**WORK REQUIRED:**
Select and copy out every line in the records containing "stream".

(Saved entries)
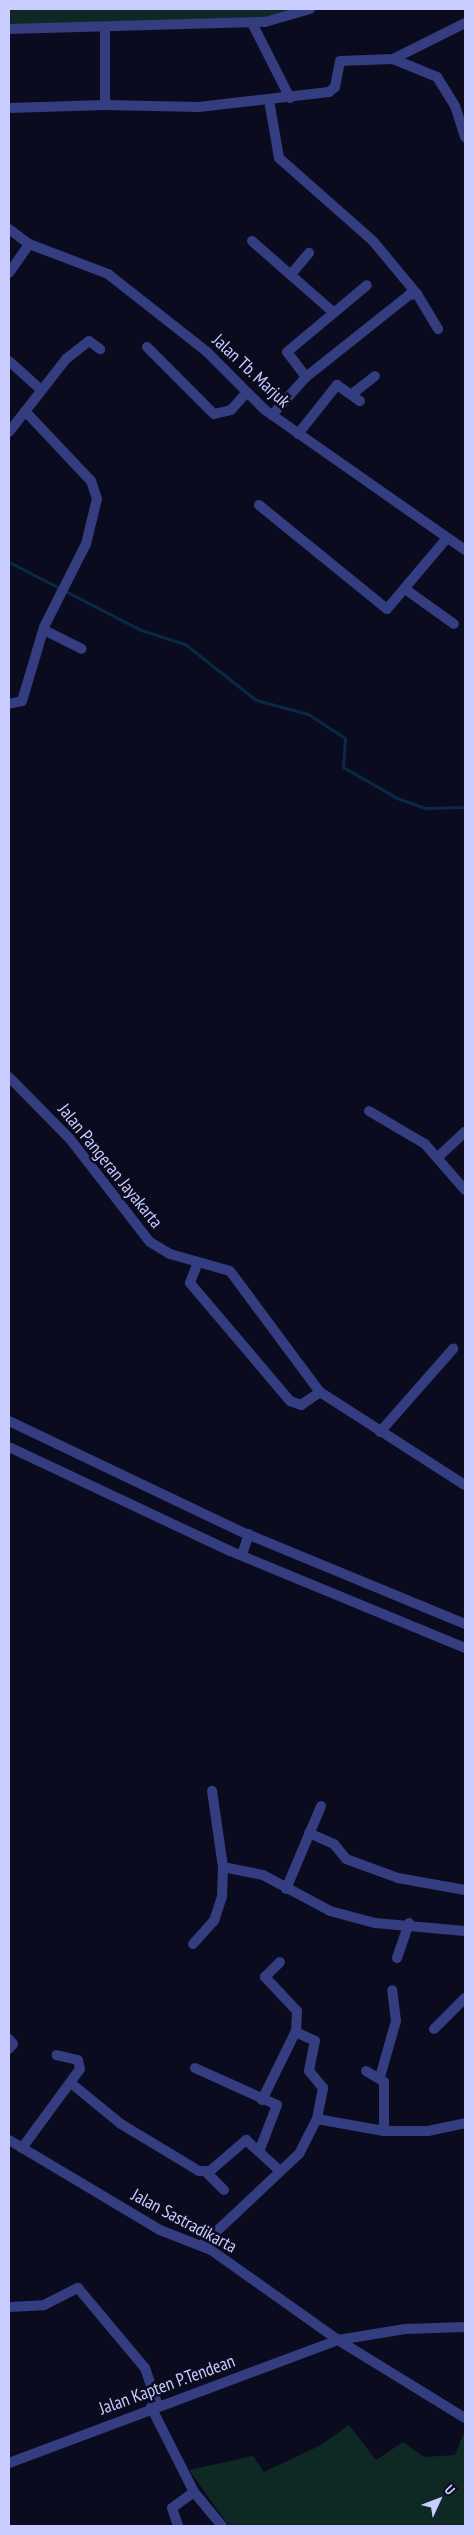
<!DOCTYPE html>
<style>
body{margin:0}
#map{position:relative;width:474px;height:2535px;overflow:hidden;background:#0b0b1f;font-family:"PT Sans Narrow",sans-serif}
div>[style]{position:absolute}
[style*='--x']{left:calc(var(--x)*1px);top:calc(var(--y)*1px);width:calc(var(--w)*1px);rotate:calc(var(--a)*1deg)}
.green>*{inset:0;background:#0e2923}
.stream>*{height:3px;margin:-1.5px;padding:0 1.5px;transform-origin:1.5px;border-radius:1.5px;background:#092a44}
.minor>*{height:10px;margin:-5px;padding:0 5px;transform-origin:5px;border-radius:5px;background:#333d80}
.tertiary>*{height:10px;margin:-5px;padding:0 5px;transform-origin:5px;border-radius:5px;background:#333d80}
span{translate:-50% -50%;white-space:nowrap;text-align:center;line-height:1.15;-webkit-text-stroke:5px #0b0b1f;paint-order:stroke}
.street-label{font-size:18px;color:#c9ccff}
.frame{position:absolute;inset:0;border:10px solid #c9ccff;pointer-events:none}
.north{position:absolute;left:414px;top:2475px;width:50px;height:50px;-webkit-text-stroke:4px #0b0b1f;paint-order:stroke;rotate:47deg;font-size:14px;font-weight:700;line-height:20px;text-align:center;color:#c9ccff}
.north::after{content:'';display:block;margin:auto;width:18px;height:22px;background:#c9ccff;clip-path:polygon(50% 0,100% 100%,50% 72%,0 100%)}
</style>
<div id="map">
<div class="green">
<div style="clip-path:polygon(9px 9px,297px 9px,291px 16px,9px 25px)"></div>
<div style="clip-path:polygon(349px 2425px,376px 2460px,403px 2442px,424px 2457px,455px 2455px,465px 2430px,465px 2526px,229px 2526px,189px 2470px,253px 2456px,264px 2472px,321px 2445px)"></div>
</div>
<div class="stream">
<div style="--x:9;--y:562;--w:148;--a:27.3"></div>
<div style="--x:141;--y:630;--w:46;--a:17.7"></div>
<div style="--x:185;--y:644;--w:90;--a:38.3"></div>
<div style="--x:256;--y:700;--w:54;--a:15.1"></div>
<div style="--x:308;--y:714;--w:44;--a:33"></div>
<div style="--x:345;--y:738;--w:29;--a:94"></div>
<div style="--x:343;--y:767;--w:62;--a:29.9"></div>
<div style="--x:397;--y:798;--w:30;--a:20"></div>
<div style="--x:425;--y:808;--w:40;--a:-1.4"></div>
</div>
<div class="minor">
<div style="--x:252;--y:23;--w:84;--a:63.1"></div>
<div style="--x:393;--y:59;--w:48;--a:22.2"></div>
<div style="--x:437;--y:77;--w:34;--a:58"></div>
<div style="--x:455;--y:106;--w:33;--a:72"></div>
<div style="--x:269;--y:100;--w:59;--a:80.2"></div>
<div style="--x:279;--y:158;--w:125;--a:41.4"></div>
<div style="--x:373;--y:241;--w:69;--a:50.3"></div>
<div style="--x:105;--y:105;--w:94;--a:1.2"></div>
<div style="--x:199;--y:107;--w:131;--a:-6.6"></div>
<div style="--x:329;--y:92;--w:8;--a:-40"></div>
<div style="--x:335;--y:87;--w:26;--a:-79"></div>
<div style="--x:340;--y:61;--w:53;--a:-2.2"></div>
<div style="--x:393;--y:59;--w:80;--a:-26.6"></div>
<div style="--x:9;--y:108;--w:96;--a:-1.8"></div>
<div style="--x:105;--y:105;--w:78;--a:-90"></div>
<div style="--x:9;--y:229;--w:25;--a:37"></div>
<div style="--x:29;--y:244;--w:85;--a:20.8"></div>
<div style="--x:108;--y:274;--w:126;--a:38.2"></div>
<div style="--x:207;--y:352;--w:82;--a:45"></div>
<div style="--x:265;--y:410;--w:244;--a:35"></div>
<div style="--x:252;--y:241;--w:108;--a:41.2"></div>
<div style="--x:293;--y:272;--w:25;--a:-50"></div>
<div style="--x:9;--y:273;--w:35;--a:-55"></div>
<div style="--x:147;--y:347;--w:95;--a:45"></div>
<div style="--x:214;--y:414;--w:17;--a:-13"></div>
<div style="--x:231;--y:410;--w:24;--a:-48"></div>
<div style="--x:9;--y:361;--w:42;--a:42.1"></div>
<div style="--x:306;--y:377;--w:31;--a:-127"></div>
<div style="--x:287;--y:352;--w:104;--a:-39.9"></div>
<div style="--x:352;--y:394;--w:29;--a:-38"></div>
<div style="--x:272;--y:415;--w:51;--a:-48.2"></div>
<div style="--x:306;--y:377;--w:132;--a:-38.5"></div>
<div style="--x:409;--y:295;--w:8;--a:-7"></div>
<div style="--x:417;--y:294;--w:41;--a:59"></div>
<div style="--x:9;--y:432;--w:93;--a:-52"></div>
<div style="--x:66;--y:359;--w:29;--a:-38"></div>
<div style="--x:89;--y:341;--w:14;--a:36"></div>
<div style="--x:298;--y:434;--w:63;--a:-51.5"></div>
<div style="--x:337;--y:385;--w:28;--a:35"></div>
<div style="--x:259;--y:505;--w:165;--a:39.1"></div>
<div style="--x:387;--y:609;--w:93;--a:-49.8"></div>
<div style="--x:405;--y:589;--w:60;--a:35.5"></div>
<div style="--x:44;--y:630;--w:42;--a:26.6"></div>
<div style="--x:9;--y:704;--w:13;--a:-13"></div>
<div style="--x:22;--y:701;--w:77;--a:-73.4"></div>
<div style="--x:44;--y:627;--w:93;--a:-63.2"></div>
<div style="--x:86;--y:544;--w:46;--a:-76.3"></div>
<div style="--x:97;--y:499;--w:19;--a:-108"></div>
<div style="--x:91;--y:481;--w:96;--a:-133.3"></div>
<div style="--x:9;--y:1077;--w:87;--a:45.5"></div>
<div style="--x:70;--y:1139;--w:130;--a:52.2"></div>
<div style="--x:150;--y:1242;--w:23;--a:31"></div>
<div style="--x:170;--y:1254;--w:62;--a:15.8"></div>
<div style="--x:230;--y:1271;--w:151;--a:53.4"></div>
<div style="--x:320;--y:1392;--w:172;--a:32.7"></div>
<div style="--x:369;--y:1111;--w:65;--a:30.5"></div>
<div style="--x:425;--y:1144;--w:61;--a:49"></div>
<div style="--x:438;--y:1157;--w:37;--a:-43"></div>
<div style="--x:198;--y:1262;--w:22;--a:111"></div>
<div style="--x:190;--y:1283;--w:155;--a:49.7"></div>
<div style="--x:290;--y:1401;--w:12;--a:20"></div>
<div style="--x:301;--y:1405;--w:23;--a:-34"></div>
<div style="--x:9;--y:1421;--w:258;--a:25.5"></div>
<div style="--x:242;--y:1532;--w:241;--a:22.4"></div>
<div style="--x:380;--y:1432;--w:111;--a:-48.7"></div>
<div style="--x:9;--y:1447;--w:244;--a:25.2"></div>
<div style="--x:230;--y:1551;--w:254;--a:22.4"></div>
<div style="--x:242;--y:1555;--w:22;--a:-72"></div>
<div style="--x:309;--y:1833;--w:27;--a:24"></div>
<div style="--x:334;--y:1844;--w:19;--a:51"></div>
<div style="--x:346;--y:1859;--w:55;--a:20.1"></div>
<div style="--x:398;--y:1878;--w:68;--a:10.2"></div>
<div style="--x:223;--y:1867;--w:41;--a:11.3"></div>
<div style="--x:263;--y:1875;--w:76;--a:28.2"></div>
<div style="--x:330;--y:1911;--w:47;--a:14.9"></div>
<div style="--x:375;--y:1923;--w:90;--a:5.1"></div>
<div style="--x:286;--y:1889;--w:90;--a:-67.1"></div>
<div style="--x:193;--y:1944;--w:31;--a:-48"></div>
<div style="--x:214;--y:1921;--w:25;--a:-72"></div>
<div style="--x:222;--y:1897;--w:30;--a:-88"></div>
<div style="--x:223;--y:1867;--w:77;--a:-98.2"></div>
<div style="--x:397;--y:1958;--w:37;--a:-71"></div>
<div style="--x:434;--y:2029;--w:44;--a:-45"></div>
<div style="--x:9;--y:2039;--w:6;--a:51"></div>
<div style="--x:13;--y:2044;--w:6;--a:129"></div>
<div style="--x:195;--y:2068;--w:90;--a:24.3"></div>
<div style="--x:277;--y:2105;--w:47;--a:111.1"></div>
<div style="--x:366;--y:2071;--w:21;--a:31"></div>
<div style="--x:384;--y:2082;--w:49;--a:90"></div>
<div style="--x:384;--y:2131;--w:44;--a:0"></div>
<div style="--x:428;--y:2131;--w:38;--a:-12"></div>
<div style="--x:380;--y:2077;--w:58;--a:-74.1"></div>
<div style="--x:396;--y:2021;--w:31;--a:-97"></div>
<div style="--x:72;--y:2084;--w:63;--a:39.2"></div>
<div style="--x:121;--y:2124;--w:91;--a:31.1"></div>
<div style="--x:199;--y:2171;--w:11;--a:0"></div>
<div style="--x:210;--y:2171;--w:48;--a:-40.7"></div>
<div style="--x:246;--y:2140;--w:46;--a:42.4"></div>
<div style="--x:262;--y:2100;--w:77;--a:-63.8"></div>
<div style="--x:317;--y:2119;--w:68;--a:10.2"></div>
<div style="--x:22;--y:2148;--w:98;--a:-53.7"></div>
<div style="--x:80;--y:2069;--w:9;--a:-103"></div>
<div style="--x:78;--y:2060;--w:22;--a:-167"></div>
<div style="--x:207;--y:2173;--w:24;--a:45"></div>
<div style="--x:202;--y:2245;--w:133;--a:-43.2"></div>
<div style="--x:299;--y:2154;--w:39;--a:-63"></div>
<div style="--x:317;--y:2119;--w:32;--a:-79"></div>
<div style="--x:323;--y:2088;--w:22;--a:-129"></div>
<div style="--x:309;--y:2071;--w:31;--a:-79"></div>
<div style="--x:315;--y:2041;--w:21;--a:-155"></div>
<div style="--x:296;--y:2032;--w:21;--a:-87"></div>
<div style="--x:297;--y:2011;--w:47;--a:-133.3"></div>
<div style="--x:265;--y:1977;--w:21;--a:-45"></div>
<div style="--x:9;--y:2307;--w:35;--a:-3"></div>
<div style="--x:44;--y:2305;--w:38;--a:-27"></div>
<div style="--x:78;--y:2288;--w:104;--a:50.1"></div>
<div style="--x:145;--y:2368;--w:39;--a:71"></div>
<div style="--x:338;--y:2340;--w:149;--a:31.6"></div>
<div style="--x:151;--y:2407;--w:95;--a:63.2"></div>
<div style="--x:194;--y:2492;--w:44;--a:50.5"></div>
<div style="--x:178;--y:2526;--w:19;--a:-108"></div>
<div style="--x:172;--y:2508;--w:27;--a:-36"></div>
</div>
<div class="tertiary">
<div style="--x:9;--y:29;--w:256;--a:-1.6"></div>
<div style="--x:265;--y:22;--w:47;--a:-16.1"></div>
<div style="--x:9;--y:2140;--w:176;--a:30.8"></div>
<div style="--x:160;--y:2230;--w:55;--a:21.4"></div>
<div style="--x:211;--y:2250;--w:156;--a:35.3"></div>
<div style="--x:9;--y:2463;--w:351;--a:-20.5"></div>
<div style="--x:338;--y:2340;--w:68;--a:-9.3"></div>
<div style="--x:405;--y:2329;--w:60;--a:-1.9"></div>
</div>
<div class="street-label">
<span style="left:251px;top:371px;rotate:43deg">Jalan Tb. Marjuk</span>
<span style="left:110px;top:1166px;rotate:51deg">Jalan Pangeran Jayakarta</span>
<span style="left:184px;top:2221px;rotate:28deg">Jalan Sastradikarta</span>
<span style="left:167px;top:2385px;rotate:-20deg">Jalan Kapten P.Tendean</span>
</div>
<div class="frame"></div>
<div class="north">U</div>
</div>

**YOUR SOLUTION:**
.stream>*{height:3px;margin:-1.5px;padding:0 1.5px;transform-origin:1.5px;border-radius:1.5px;background:#092a44}
<div class="stream">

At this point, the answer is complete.